But they can charge what ever the market will bear. As a start up, from a marketing perspective, they seem to have achieved one of most critical steps, using one of the most challenging and dangerous tactics: a large price increase. It's hard because start ups often start low to attract consumers, but what ever you start at, you essentially establish that as the price. Consumers more often than not don't take kindly to the attempt to re-estabish the baseline.
These guys did it by trying to create a perception of a higher base, then discount by 50% to get trial, in return for consumer reviews. While this is a common practice, still, no matter what method you choose, it is always a very challenging move - taking the price increase - to actually pull off. These are the shoals that are littered with the wreckage of start up's. But it seems that some customers have come back to the trough and bought at the new price, and their fierce loyalty is attracting new consumers to pay full price. This is a very positive milestone for their business plan.
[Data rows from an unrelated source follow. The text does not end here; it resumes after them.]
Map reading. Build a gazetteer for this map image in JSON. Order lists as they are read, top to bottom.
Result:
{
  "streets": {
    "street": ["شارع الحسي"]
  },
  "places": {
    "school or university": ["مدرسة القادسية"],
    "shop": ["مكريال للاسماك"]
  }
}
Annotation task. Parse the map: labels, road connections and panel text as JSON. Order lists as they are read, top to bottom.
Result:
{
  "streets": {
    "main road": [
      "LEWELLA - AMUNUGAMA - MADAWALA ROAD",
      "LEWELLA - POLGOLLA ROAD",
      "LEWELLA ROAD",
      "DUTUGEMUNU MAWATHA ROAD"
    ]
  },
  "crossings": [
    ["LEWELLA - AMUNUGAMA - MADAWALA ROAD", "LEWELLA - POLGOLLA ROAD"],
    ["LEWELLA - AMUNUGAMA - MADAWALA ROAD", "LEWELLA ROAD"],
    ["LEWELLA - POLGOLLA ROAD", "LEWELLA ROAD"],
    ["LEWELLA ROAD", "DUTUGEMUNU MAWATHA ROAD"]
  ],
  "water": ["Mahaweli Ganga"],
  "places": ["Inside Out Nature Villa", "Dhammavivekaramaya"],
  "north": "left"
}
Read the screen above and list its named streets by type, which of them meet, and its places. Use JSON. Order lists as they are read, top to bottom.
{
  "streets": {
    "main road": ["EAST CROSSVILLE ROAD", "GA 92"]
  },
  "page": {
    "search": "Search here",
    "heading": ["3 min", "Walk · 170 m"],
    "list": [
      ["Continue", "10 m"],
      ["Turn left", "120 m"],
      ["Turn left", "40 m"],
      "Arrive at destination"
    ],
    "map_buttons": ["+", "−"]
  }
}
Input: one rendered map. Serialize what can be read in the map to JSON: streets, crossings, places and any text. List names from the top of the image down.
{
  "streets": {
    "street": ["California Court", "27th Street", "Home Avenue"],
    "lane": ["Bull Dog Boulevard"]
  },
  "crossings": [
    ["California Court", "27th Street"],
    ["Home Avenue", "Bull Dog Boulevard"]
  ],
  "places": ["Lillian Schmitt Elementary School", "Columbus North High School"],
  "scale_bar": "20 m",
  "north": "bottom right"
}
As for the initial marketing strategy of giving a discount for a review, I know it was controversial, but I actually endorsed it. I thought Ginault's publication of the discount for review policy (without requiring any pre-posting approval, or editing oversight, or even requiring the review had to be a positive) was a pretty confident move.
The reality is we are always seeing endorsements by "professionals" on various products, and they don't normally announce the endorsement is part of their business plan. If some watch blog, for instance, trashes a sample watch from some vendor, there is a solid chance the vendor will cross that blogger off their list. If the blogger stops getting sample watches to review, before long their blog traffic goes down, impacting advertising, etc.
I really appreciated seeing the reviews written by "novice" reviewers. Some of the reviews were way more detailed than anything I typically see on the watch blogs, with component disassembly and direct comparisons to authentic 5 digit Rolex Subs or other comparable watches costing multiple times as much (MKii Kingston, Nassau, etc.).
I'm still hoping for a future version with a fully indexed bezel, drilled lugs, and only 2 lines of text as in their lower cost model.
Ginault is doing fine. Sure, we are seeing growing pains but nothing that any other young company hasn’t experienced. Heck, TAG Heuer went through a dfective crown tube issue, that they failed to acknowledge for the longest time, and they’ve been around FOREVER. It happens.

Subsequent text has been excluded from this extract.